(How to complete this task) Your answer should be one number, the count of lines in the entries holding the word "pharmacy".

(Collected data entries)
------------------------------------------------------------
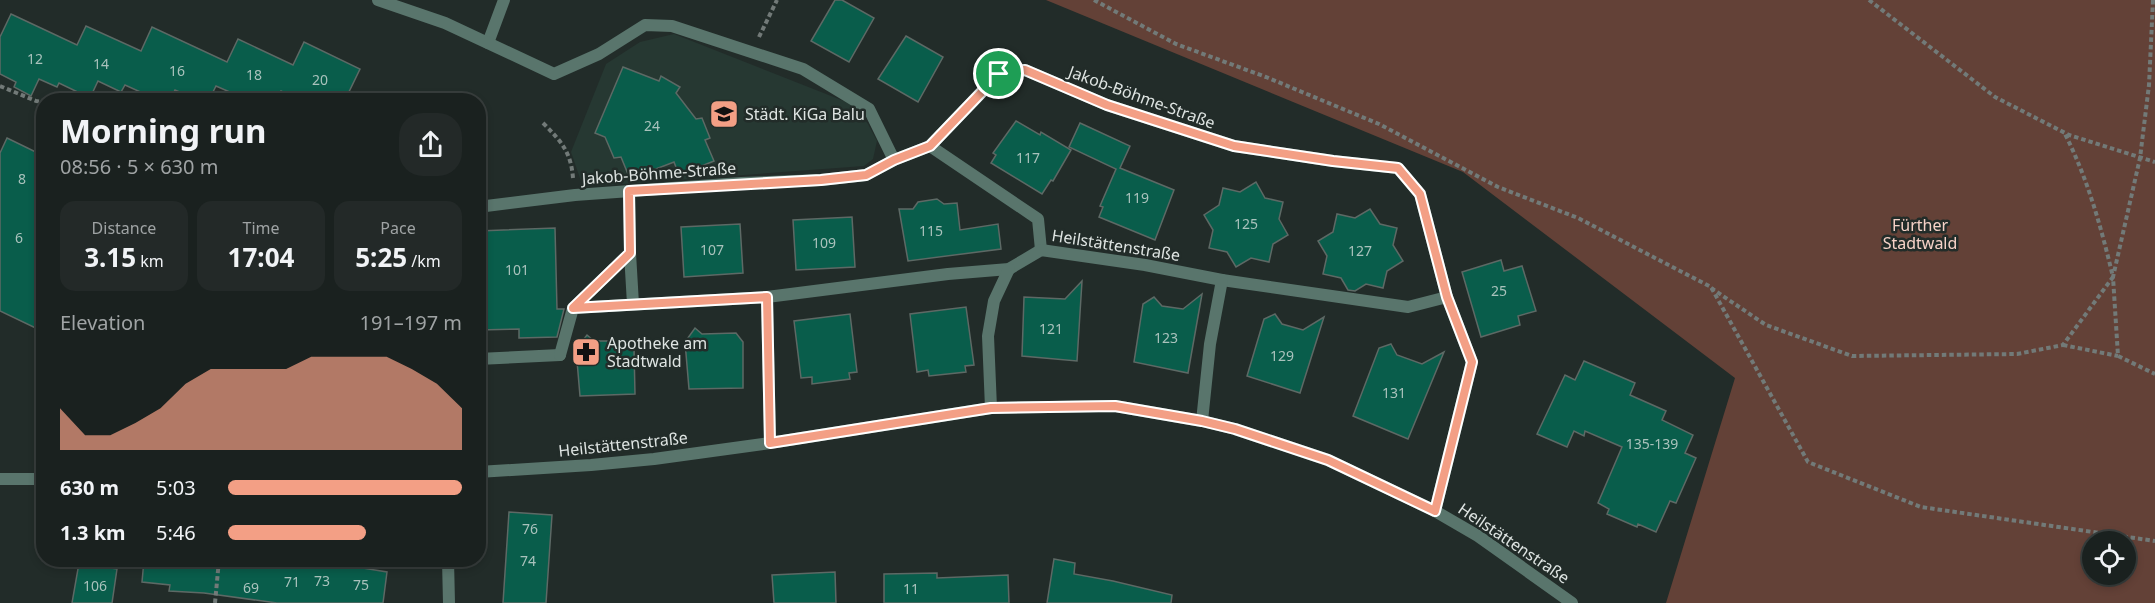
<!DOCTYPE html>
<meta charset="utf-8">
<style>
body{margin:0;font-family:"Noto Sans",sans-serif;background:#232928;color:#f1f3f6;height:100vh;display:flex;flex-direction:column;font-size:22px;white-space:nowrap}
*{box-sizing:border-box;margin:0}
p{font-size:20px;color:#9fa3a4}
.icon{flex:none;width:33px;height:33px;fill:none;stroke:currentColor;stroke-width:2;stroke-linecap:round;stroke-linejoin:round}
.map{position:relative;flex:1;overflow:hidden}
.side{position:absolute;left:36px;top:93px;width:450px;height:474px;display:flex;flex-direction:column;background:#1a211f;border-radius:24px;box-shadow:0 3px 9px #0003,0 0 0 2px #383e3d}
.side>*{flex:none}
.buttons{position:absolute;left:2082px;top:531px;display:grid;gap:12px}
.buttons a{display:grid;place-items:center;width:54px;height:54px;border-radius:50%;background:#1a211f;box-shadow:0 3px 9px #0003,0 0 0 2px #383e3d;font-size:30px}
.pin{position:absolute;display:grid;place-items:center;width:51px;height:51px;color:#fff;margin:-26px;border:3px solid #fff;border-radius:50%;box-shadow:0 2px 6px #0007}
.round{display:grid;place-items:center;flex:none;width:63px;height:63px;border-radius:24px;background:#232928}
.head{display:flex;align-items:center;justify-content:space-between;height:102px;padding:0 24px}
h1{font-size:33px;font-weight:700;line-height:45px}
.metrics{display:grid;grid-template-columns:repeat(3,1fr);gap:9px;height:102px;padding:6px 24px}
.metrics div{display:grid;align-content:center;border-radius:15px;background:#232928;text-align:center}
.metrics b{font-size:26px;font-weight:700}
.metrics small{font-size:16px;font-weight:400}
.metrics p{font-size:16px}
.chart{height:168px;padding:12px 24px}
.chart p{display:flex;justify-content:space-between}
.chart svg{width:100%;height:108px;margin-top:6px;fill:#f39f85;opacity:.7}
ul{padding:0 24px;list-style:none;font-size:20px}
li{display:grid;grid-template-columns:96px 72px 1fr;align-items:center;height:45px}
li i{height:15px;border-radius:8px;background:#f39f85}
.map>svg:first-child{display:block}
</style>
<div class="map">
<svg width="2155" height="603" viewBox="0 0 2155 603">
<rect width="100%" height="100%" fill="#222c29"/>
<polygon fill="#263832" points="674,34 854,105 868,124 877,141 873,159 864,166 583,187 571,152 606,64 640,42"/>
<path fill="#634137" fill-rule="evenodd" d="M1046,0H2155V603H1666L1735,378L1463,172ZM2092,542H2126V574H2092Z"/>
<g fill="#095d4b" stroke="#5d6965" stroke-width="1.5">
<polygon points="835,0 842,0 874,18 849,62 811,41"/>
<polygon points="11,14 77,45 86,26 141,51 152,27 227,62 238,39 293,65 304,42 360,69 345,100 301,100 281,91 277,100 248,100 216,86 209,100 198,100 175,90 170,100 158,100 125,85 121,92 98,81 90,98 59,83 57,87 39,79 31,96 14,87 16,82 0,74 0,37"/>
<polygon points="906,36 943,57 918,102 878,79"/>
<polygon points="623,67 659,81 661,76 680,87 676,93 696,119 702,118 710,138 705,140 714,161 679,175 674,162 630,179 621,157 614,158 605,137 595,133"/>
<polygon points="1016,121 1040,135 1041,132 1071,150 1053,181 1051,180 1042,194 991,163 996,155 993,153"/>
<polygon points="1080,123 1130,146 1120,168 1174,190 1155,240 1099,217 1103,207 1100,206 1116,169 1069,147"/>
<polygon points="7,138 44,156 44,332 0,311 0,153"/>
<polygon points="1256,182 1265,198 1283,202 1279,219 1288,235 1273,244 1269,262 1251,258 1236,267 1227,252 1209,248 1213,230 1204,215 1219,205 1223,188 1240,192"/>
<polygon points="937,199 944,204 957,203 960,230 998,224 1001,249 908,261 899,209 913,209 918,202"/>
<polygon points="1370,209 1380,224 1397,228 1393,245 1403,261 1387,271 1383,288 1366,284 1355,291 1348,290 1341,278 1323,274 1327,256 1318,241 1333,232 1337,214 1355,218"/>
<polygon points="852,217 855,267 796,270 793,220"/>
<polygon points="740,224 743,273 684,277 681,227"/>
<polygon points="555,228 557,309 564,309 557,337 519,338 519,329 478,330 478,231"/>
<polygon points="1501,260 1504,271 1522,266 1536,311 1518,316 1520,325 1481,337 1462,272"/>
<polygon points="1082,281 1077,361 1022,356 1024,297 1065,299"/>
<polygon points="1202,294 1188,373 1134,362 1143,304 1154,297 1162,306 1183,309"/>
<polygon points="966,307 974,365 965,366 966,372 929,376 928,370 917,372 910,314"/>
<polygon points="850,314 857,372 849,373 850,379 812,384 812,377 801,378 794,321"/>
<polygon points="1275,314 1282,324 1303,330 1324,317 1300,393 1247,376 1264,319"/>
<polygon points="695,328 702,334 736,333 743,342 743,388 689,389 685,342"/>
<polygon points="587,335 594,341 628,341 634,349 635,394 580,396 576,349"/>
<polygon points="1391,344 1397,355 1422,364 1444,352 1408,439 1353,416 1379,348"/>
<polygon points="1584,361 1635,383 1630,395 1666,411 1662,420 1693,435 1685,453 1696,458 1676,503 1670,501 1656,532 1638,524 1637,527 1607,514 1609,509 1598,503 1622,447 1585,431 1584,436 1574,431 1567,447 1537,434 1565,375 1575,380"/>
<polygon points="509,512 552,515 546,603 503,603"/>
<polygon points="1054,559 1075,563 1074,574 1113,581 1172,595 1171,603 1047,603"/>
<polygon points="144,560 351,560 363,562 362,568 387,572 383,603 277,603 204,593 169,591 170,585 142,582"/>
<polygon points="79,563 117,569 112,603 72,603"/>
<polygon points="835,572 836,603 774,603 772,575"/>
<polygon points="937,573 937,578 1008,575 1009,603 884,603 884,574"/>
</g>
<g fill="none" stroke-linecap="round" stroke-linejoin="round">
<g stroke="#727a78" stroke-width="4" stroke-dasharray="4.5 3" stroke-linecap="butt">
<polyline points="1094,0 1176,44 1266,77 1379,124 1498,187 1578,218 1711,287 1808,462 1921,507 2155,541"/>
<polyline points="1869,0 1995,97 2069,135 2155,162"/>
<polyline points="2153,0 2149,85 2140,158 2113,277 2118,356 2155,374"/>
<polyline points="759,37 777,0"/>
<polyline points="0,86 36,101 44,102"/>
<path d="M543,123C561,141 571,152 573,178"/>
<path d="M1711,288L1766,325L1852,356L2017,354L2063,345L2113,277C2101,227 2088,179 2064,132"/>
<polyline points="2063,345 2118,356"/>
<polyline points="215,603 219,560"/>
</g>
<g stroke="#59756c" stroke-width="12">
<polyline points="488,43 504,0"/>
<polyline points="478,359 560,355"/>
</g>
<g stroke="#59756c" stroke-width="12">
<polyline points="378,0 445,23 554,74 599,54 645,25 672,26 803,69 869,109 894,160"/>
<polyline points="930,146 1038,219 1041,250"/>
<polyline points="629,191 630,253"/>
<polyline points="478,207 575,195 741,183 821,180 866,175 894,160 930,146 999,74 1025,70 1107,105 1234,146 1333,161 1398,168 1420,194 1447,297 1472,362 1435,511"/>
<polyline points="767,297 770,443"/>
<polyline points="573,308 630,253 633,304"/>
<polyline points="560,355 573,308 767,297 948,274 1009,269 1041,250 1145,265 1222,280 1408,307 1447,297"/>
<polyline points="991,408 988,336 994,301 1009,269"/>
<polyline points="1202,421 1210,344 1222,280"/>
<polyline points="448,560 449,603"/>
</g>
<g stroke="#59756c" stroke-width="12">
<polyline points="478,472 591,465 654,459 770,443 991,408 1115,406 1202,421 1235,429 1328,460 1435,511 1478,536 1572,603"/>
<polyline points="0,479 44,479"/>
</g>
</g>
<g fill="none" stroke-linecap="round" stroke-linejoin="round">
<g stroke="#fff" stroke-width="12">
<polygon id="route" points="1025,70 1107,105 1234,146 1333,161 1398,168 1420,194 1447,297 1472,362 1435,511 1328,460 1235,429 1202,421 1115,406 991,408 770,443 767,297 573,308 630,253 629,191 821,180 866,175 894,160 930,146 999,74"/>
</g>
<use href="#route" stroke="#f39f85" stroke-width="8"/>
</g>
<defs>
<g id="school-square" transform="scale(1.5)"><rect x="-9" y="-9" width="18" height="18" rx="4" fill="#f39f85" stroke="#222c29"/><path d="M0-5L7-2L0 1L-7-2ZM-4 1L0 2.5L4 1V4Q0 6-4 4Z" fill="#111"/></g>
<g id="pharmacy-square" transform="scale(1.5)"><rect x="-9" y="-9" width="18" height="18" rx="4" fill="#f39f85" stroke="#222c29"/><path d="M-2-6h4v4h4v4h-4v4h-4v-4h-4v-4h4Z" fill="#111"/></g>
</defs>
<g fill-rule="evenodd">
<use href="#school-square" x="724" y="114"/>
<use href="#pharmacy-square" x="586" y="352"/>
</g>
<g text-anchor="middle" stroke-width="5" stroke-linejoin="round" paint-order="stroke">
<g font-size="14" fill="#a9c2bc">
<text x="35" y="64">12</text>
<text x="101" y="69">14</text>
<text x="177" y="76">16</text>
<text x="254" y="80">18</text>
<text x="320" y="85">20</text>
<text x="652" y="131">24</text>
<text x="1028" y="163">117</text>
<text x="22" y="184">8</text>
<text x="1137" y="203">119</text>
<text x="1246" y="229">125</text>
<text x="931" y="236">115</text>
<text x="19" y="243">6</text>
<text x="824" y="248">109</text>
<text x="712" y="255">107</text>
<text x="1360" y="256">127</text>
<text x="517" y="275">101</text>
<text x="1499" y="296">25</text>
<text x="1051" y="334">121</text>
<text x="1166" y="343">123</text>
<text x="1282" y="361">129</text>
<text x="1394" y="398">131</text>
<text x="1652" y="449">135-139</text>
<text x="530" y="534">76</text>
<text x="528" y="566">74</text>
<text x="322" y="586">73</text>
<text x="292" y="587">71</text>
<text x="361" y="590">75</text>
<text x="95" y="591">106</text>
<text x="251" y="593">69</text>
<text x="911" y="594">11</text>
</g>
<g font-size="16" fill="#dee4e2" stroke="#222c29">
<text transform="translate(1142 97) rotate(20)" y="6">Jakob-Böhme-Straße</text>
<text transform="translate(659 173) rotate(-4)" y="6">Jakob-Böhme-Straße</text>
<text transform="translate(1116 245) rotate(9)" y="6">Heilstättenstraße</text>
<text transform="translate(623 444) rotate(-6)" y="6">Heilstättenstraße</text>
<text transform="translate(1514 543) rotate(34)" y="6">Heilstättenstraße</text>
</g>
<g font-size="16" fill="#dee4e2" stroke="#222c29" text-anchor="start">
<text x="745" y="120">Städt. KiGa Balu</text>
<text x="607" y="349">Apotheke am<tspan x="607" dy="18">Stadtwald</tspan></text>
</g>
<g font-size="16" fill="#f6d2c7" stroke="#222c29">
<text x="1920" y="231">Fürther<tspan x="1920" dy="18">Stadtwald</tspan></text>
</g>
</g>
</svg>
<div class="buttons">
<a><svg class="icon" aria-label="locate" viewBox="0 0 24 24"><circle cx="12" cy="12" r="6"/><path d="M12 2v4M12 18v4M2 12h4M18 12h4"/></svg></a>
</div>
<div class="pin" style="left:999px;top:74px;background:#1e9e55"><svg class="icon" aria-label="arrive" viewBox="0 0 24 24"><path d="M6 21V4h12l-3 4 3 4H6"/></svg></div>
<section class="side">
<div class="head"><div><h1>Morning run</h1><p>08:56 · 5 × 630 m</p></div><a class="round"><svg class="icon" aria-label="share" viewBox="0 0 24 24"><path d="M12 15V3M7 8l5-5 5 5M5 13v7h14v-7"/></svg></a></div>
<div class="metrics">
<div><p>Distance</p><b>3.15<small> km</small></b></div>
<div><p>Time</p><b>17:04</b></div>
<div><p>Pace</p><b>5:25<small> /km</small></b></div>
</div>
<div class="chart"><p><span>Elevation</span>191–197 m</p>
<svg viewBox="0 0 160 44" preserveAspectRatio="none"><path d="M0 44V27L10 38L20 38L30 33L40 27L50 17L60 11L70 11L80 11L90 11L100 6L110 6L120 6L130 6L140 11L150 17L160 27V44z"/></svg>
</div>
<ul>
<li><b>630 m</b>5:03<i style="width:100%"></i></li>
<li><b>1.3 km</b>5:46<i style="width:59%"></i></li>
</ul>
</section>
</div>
------------------------------------------------------------
(Task response) 2